CAT WISE: Doug Clements is an early learning expert at the University of Denver and one of the creators of Building Blocks.

DOUG CLEMENTS: Early math is surprisingly important. What kids know in their preschool or entering kindergarten year about mathematics predicts their later school success. In mathematics, sure, that makes sense, but it even predicts later reading success, as well as early literacy skills do.

Early math is cognitively fundamental. It’s not just about number and shapes. There’s reasoning and thinking embedded in what we do in early mathematics that forms a foundation for years to come.

SARA GARDNER: All right, watch me. How many now?


SARA GARDNER: How do you know it’s five?

As they play this game, they become quicker and quicker at identifying quantity, and seeing quantity in different arrangements.

How many are here?


SARA GARDNER: Watch me. How many now?

CHILD: Seven.

SARA GARDNER: Watch me. How many now?

CHILD: Eight.

CAT WISE: University of Denver professor Julie Sarama is co-creator of Building Blocks. She’s also an expert in childhood learning and is married to Doug Clements.

JULIE SARAMA, University of Denver: Children love talking about mathematics. We go way beyond what’s the answer, to, how did you think about that, how did you get that answer, what were you thinking?

SARA GARDNER: How about these, Maurice? What are these? How do you know they’re rectangles?

CHILD: Because they have four sides.

SARA GARDNER: They have four sides, but what else?

CHILD: Right angles.

SARA GARDNER: Four right angles. Oh, my goodness. Give me a high-five.

CAT WISE: Comfortable as Sara Gardner is with her students, not all early education teachers embrace math.

JULIE SARAMA: You talk to them as adults, they will say, I never liked math, I’m not a math person.

CAT WISE: Susan Neuman, a professor of early literacy at New York University, advises teams of early education teacher-coaches. While the teacher she’s observing on this day get high marks for her style, Neuman describes visiting other classrooms where pre-K teachers have struggled to teach even basic math concepts.

SUSAN NEUMAN, New York University: The teacher actually said to the children, a triangle has three sizes, rather than three sides. And then the coach actually had to go to the blackboard and draw it, and show that it had three sides, rather than three sizes. Yet the teacher then repeated, it has three sizes.

CAT WISE: How important is the teacher’s own comfort level with math when they are teaching math to preschoolers?

SUSAN NEUMAN: It’s extraordinarily important. They have to feel comfortable, but they also have to like it. They have to understand things from an understanding of not only the topic itself, such as math, but how children learns about that topic.

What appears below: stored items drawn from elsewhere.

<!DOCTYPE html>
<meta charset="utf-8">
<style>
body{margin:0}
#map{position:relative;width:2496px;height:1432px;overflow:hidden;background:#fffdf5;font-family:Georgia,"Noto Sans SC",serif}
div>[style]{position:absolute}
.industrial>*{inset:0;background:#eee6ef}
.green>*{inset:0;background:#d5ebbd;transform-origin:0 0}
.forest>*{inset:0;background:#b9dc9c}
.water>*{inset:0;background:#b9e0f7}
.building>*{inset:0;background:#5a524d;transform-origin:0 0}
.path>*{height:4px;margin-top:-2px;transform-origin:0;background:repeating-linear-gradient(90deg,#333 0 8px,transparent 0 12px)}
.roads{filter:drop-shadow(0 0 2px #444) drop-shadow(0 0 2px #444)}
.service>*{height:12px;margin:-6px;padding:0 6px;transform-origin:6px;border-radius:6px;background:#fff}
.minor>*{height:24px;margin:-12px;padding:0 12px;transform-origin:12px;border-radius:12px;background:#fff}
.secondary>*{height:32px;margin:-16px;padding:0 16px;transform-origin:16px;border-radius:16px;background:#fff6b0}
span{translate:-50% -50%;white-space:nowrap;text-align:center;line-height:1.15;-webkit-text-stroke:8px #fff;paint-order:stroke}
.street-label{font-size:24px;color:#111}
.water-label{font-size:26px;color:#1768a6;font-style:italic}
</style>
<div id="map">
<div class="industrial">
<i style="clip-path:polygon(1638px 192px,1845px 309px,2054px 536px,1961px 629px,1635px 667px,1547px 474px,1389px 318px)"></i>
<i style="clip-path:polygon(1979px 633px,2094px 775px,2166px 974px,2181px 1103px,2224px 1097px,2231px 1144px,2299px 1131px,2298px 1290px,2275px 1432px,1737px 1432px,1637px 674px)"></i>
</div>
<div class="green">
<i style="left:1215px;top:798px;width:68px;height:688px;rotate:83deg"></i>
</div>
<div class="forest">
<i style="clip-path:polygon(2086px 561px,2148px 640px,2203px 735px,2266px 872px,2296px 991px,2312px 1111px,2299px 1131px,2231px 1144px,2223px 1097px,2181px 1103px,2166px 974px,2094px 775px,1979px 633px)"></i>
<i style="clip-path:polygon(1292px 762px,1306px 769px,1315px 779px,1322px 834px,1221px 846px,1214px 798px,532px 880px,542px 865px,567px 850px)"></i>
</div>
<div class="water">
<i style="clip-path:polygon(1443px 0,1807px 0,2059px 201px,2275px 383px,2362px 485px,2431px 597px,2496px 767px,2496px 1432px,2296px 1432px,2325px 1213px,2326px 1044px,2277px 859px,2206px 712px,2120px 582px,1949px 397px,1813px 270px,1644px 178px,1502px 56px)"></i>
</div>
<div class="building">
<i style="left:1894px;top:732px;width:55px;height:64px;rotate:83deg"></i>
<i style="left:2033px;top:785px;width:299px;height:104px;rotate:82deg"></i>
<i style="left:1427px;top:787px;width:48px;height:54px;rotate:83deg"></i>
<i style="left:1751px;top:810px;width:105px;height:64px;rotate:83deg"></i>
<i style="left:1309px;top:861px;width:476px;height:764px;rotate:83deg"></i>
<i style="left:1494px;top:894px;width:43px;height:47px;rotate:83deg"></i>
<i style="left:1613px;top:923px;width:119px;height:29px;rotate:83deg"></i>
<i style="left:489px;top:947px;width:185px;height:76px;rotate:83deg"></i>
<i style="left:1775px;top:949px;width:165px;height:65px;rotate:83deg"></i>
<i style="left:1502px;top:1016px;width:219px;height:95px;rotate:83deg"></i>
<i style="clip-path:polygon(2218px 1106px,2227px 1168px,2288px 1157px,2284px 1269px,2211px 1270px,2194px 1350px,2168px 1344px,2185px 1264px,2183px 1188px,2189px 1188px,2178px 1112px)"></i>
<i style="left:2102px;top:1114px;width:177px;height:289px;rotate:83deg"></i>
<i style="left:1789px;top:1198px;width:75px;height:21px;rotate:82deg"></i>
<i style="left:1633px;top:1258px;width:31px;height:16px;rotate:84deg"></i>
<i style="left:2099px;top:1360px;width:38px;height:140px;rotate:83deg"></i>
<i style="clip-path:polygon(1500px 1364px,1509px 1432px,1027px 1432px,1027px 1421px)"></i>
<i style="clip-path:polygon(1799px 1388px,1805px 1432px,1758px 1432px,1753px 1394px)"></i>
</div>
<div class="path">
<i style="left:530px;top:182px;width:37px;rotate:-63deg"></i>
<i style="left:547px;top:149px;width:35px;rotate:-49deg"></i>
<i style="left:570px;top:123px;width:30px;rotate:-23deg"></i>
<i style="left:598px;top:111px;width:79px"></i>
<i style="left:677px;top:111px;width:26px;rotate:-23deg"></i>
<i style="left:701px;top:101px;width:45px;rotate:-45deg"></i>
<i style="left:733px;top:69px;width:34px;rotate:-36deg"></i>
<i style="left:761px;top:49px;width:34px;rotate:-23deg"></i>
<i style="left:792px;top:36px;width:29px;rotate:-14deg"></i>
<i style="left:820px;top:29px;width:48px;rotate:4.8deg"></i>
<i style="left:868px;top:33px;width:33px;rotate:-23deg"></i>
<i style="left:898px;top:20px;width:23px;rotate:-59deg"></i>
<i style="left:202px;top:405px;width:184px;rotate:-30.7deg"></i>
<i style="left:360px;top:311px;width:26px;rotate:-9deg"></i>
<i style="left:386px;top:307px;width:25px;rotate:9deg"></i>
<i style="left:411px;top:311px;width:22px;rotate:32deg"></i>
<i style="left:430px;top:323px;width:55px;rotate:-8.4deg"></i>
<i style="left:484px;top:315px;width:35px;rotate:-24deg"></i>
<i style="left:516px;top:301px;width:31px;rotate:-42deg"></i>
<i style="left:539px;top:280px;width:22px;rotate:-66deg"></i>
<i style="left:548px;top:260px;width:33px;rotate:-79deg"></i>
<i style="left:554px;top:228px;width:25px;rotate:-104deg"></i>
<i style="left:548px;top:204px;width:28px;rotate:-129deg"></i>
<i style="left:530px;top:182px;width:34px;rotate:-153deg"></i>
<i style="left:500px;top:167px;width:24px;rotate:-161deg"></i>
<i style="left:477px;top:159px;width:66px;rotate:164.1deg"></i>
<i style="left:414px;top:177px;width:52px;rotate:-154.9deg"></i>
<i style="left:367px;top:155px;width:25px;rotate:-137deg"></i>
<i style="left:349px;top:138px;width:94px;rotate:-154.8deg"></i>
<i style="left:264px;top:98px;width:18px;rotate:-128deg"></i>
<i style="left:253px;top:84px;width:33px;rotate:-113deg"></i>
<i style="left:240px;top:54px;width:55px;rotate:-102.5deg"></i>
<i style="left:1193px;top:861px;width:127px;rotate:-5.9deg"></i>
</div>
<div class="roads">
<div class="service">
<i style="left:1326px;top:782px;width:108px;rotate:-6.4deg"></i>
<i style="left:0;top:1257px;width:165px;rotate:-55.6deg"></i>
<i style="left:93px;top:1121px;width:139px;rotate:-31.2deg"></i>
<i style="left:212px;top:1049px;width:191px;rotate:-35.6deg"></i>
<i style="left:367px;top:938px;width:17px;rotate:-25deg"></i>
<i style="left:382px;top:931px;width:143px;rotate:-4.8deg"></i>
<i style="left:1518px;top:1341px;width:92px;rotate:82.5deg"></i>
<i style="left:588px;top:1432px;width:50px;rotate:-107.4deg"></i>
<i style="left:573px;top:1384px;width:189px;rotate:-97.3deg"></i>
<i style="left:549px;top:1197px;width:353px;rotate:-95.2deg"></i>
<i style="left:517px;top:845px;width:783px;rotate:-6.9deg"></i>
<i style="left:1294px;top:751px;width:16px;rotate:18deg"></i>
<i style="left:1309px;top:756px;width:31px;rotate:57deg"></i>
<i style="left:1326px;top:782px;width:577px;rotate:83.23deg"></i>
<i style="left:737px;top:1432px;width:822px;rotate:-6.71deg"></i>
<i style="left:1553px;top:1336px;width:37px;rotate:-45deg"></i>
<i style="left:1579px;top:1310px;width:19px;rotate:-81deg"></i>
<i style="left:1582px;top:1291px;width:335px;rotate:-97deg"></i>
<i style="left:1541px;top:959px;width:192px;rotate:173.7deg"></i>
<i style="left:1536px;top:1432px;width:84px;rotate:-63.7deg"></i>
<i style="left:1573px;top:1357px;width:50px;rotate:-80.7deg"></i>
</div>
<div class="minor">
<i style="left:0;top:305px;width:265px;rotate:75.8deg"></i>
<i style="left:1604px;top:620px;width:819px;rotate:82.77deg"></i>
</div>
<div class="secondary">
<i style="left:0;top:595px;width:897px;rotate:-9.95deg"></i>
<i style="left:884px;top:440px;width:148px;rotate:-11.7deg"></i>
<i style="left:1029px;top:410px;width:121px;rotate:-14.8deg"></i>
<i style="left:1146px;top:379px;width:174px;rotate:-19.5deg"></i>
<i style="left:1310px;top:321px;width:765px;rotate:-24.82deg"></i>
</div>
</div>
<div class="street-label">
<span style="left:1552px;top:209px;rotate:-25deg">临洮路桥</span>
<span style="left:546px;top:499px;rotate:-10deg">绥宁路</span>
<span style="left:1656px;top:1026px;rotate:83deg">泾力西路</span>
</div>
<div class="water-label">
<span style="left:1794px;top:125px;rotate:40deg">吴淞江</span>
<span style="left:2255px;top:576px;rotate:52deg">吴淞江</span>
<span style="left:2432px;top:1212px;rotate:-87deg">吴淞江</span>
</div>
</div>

CAT WISE: That was apparent at this professional development class sponsored by Boston Public Schools, where pre-K teacher Stephanie Kudria-Shova was learning how to teach the Building Blocks curriculum.

What is your own relationship with math? How do you view math?

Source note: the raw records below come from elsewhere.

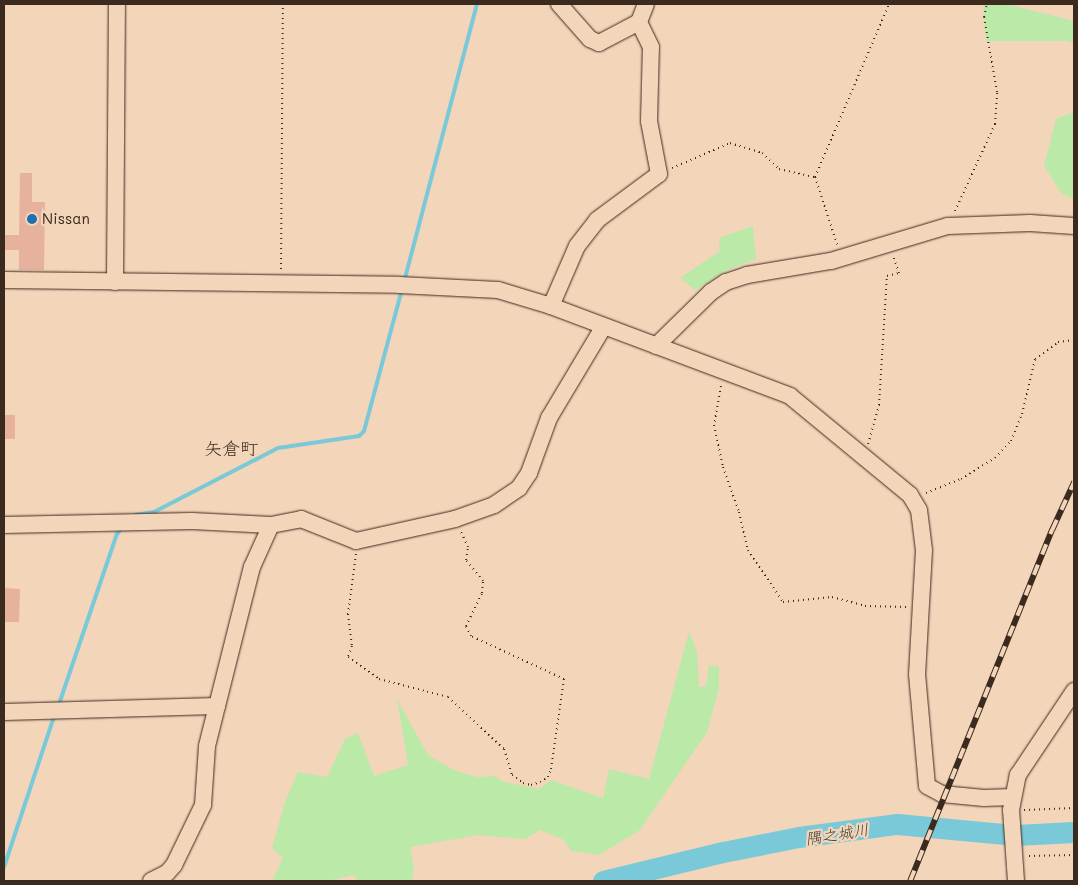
<!DOCTYPE html>
<html>
<head>
<meta charset="utf-8">
<style>
  body { margin:0 }
  #map { position:relative; width:1078px; height:885px; overflow:hidden; background:#f3d5b9; font-family:Mali,"Klee One",sans-serif }
  div>[style] { position:absolute }
  .green>* { inset:0; background:#bbe9a7 }
  .stream>* { height:4px; margin:-2px; padding:0 2px; transform-origin:2px; border-radius:2px; background:#7ac9d8 }
  .river>* { height:21px; margin:-10.5px; padding:0 10.5px; transform-origin:10.5px; border-radius:10.5px; background:#7ac9d8 }
  .building>* { inset:0; background:#e6b29e }
  .path>* { height:2px; margin-top:-1px; transform-origin:0; background:repeating-linear-gradient(90deg,#3b2a1e 0 1px,transparent 0 5px) }
  .roads { filter:drop-shadow(0 0 1px #3b2a1e) drop-shadow(0 0 1px #3b2a1e) }
  .minor>* { height:16px; margin:-8px; padding:0 8px; transform-origin:8px; border-radius:8px; background:#f3d5b9 }
  .rail>* { height:5.5px; margin-top:-2.75px; transform-origin:0; background:repeating-linear-gradient(90deg,#f3d5b9 0 11px,#3b2a1e 0 22px); box-sizing:border-box; border-block:1px solid #3b2a1e }
  .dots>* { width:14px; height:14px; translate:-50% -50%; box-sizing:border-box; border:2px solid #f3d5b9; border-radius:50% }
  span { translate:-50% -50%; white-space:nowrap; text-align:center; line-height:1.15; -webkit-text-stroke:4.5px #f3d5b9; paint-order:stroke }
  .poi-label { font-size:15px; color:#3b2a1e }
  .left { translate:0 -50%; text-align:left }
  .water-label { font-size:16px; color:#44423a; font-style:italic }
  .quarter-label { font-size:18px; color:#3b2a1e }
  .frame { position:absolute; inset:0; border:5px solid #3b2a1e; pointer-events:none }
</style>
</head>
<body>
<div id="map">
  <div class="green">
    <div style="clip-path:polygon(983px 4px,1006px 4px,1074px 21px,1074px 43px,1066px 41px,986px 41px)"></div>
    <div style="clip-path:polygon(1074px 112px,1074px 199px,1062px 194px,1044px 166px,1056px 119px)"></div>
    <div style="clip-path:polygon(753px 226px,756px 259px,727px 270px,695px 290px,680px 278px,720px 251px,719px 238px)"></div>
    <div style="clip-path:polygon(689px 632px,697px 651px,699px 687px,706px 686px,709px 665px,719px 667px,719px 688px,707px 732px,640px 830px,599px 855px,571px 851px,564px 840px,540px 830px,525px 839px,478px 835px,410px 847px,414px 868px,412px 881px,357px 881px,355px 875px,326px 881px,272px 881px,283px 858px,272px 848px,285px 802px,298px 772px,327px 777px,345px 739px,358px 733px,374px 776px,408px 765px,397px 699px,428px 755px,454px 770px,477px 777px,495px 776px,504px 782px,539px 789px,551px 780px,603px 798px,609px 769px,649px 779px)"></div>
  </div>
  <div class="stream">
    <div style="left:404px;top:282px;width:287px;rotate:-75.3deg"></div>
    <div style="left:135px;top:515px;width:19px;rotate:-9deg"></div>
    <div style="left:154px;top:512px;width:140px;rotate:-27.3deg"></div>
    <div style="left:278px;top:448px;width:82px;rotate:-8.4deg"></div>
    <div style="left:359px;top:436px;width:7px;rotate:-45deg"></div>
    <div style="left:364px;top:431px;width:147px;rotate:-75deg"></div>
    <div style="left:58px;top:707px;width:183px;rotate:-71.2deg"></div>
    <div style="left:117px;top:534px;width:8px;rotate:-50deg"></div>
    <div style="left:4px;top:867px;width:161px;rotate:-71.6deg"></div>
  </div>
  <div class="river">
    <div style="left:603px;top:881px;width:123px;rotate:-13.6deg"></div>
    <div style="left:723px;top:852px;width:77px;rotate:-11.2deg"></div>
    <div style="left:799px;top:837px;width:99px;rotate:-7.6deg"></div>
    <div style="left:897px;top:824px;width:120px;rotate:5.3deg"></div>
    <div style="left:1016px;top:835px;width:58px;rotate:-3deg"></div>
  </div>
  <div class="building">
    <div style="clip-path:polygon(20px 173px,32px 173px,32px 202px,45px 202px,44px 270px,19px 270px,19px 250px,4px 250px,4px 235px,19px 235px)"></div>
    <div style="clip-path:polygon(4px 415px,15px 415px,15px 439px,4px 439px)"></div>
    <div style="clip-path:polygon(4px 588px,20px 589px,19px 622px,4px 622px)"></div>
  </div>
  <div class="path">
    <div style="left:672px;top:168px;width:63px;rotate:-23.3deg"></div>
    <div style="left:730px;top:143px;width:34px;rotate:17deg"></div>
    <div style="left:762px;top:153px;width:23px;rotate:43deg"></div>
    <div style="left:779px;top:169px;width:37px;rotate:13deg"></div>
    <div style="left:815px;top:177px;width:71px;rotate:71.8deg"></div>
    <div style="left:815px;top:177px;width:188px;rotate:-66.8deg"></div>
    <div style="left:955px;top:211px;width:96px;rotate:-65.3deg"></div>
    <div style="left:995px;top:124px;width:32px;rotate:-86deg"></div>
    <div style="left:997px;top:92px;width:76px;rotate:-99.8deg"></div>
    <div style="left:984px;top:17px;width:13px;rotate:-77deg"></div>
    <div style="left:281px;top:269px;width:265px;rotate:-89.6deg"></div>
    <div style="left:721px;top:386px;width:40px;rotate:100deg"></div>
    <div style="left:714px;top:425px;width:43px;rotate:77.9deg"></div>
    <div style="left:723px;top:467px;width:48px;rotate:70.4deg"></div>
    <div style="left:739px;top:512px;width:39px;rotate:77deg"></div>
    <div style="left:748px;top:550px;width:63px;rotate:56.1deg"></div>
    <div style="left:783px;top:602px;width:49px;rotate:-5.8deg"></div>
    <div style="left:832px;top:597px;width:34px;rotate:15deg"></div>
    <div style="left:865px;top:606px;width:42px;rotate:1.4deg"></div>
    <div style="left:868px;top:444px;width:41px;rotate:-74.2deg"></div>
    <div style="left:879px;top:405px;width:129px;rotate:-86.5deg"></div>
    <div style="left:887px;top:276px;width:12px;rotate:-14deg"></div>
    <div style="left:899px;top:273px;width:18px;rotate:-109deg"></div>
    <div style="left:926px;top:493px;width:38px;rotate:-22deg"></div>
    <div style="left:961px;top:479px;width:40px;rotate:-32deg"></div>
    <div style="left:995px;top:458px;width:23px;rotate:-47deg"></div>
    <div style="left:1011px;top:441px;width:29px;rotate:-68deg"></div>
    <div style="left:1022px;top:414px;width:57px;rotate:-76.7deg"></div>
    <div style="left:1035px;top:359px;width:29px;rotate:-36deg"></div>
    <div style="left:1058px;top:342px;width:16px;rotate:-7deg"></div>
    <div style="left:356px;top:554px;width:61px;rotate:97.6deg"></div>
    <div style="left:348px;top:614px;width:32px;rotate:83deg"></div>
    <div style="left:352px;top:646px;width:12px;rotate:110deg"></div>
    <div style="left:348px;top:657px;width:38px;rotate:35deg"></div>
    <div style="left:379px;top:679px;width:71px;rotate:14.6deg"></div>
    <div style="left:448px;top:697px;width:76px;rotate:42.9deg"></div>
    <div style="left:504px;top:749px;width:27px;rotate:73deg"></div>
    <div style="left:512px;top:775px;width:14px;rotate:36deg"></div>
    <div style="left:523px;top:783px;width:8px;rotate:14deg"></div>
    <div style="left:531px;top:785px;width:9px;rotate:-18deg"></div>
    <div style="left:540px;top:782px;width:9px;rotate:-32deg"></div>
    <div style="left:548px;top:777px;width:9px;rotate:-69deg"></div>
    <div style="left:551px;top:769px;width:91px;rotate:-81.8deg"></div>
    <div style="left:564px;top:679px;width:102px;rotate:-155.2deg"></div>
    <div style="left:471px;top:636px;width:11px;rotate:-117deg"></div>
    <div style="left:466px;top:626px;width:37px;rotate:-64deg"></div>
    <div style="left:482px;top:593px;width:12px;rotate:-85deg"></div>
    <div style="left:483px;top:581px;width:27px;rotate:-129deg"></div>
    <div style="left:466px;top:560px;width:13px;rotate:-81deg"></div>
    <div style="left:468px;top:547px;width:17px;rotate:-115deg"></div>
    <div style="left:1024px;top:810px;width:50px;rotate:-2.3deg"></div>
    <div style="left:1029px;top:856px;width:45px;rotate:-1.3deg"></div>
  </div>
  <div class="roads">
    <div class="minor">
      <div style="left:559px;top:4px;width:47px;rotate:48.5deg"></div>
      <div style="left:590px;top:39px;width:10px;rotate:24deg"></div>
      <div style="left:599px;top:43px;width:45px;rotate:-27.7deg"></div>
      <div style="left:639px;top:22px;width:19px;rotate:-69deg"></div>
      <div style="left:4px;top:280px;width:395px;rotate:0.7deg"></div>
      <div style="left:399px;top:285px;width:99px;rotate:2.9deg"></div>
      <div style="left:498px;top:290px;width:55px;rotate:16.8deg"></div>
      <div style="left:551px;top:306px;width:255px;rotate:20.6deg"></div>
      <div style="left:790px;top:396px;width:156px;rotate:39.5deg"></div>
      <div style="left:910px;top:495px;width:17px;rotate:59deg"></div>
      <div style="left:919px;top:510px;width:40px;rotate:82.9deg"></div>
      <div style="left:924px;top:550px;width:124px;rotate:93.2deg"></div>
      <div style="left:917px;top:674px;width:112px;rotate:84.9deg"></div>
      <div style="left:927px;top:786px;width:17px;rotate:28deg"></div>
      <div style="left:942px;top:794px;width:42px;rotate:5.4deg"></div>
      <div style="left:984px;top:798px;width:29px;rotate:-2deg"></div>
      <div style="left:115px;top:282px;width:278px;rotate:-89.6deg"></div>
      <div style="left:551px;top:306px;width:65px;rotate:-66.6deg"></div>
      <div style="left:577px;top:246px;width:33px;rotate:-52deg"></div>
      <div style="left:597px;top:220px;width:77px;rotate:-36.6deg"></div>
      <div style="left:659px;top:174px;width:54px;rotate:-100.7deg"></div>
      <div style="left:649px;top:121px;width:74px;rotate:-88.5deg"></div>
      <div style="left:651px;top:47px;width:28px;rotate:-116deg"></div>
      <div style="left:656px;top:346px;width:77px;rotate:-44.5deg"></div>
      <div style="left:711px;top:292px;width:18px;rotate:-34deg"></div>
      <div style="left:726px;top:282px;width:22px;rotate:-18deg"></div>
      <div style="left:747px;top:275px;width:85px;rotate:-9.5deg"></div>
      <div style="left:831px;top:261px;width:122px;rotate:-16.7deg"></div>
      <div style="left:948px;top:226px;width:82px;rotate:-2.1deg"></div>
      <div style="left:1030px;top:223px;width:44px;rotate:3.9deg"></div>
      <div style="left:4px;top:525px;width:188px;rotate:-1.2deg"></div>
      <div style="left:192px;top:521px;width:79px;rotate:2.9deg"></div>
      <div style="left:271px;top:525px;width:31px;rotate:-11deg"></div>
      <div style="left:301px;top:519px;width:59px;rotate:21.8deg"></div>
      <div style="left:356px;top:541px;width:101px;rotate:-12.5deg"></div>
      <div style="left:455px;top:519px;width:41px;rotate:-19.7deg"></div>
      <div style="left:494px;top:505px;width:30px;rotate:-34deg"></div>
      <div style="left:519px;top:488px;width:18px;rotate:-56deg"></div>
      <div style="left:529px;top:473px;width:59px;rotate:-70deg"></div>
      <div style="left:549px;top:418px;width:107px;rotate:-59.1deg"></div>
      <div style="left:4px;top:712px;width:213px;rotate:-1.6deg"></div>
      <div style="left:151px;top:881px;width:18px;rotate:-27deg"></div>
      <div style="left:167px;top:873px;width:11px;rotate:-49deg"></div>
      <div style="left:174px;top:865px;width:67px;rotate:-64.2deg"></div>
      <div style="left:203px;top:805px;width:59px;rotate:-86.1deg"></div>
      <div style="left:207px;top:746px;width:41px;rotate:-76deg"></div>
      <div style="left:217px;top:706px;width:143px;rotate:-75.9deg"></div>
      <div style="left:252px;top:567px;width:46px;rotate:-65.7deg"></div>
      <div style="left:1016px;top:881px;width:71px;rotate:-94deg"></div>
      <div style="left:1011px;top:810px;width:36px;rotate:-79deg"></div>
      <div style="left:1018px;top:775px;width:101px;rotate:-56.3deg"></div>
    </div>
  </div>
  <div class="rail">
    <div style="left:910px;top:881px;width:379px;rotate:-68deg"></div>
    <div style="left:1052px;top:530px;width:53px;rotate:-65.4deg"></div>
  </div>
  <div class="dots">
    <div style="left:32px;top:219px;background:#1f6fb2"></div>
  </div>
  <div class="poi-label">
    <span class="left" style="left:42px;top:219px">Nissan</span>
  </div>
  <div class="water-label">
    <span style="left:837px;top:834px;rotate:-9deg">隅之城川</span>
  </div>
  <div class="quarter-label">
    <span style="left:231px;top:448px">矢倉町</span>
  </div>
  <div class="frame"></div>
</div>
</body>
</html>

STEPHANIE KUDRIA-SHOVA, Teacher, Boston Public Schools: Honestly, I hate math. My instructors would say, Stephanie, don’t say that.

I have been working really hard not to be math-phobic, and coming to workshops like Building Blocks has helped me as an adult.

CAT WISE: Do you think back on your own childhood, and your own education about math, and think, gosh, I wish I had learned this?

STEPHANIE KUDRIA-SHOVA: I wish all the time. And, today, you know, I actually at one point started getting nervous, and sweating, because they gave us something to do, and I was like, oh, no.

CAT WISE: You often hear about fads in education. School districts will be rah-rah, spend a lot of money implementing these curriculums, and then they fade out, for whatever reason. Is that a possibility here?

DOUG CLEMENTS: Yes, it’s true, curriculum come and go. Well, we have got to get away from jumping on the bandwagon, and then jumping on a new bandwagon.

Curriculum may go, but the understandings, the scientific research based understanding of how kids learn and how you can best support that learning should stay.

CAT WISE: Education experts are now waiting for new research, expected later this year, on the lasting impacts of early math instruction.

In Boston, I’m Cat Wise for the “PBS NewsHour.”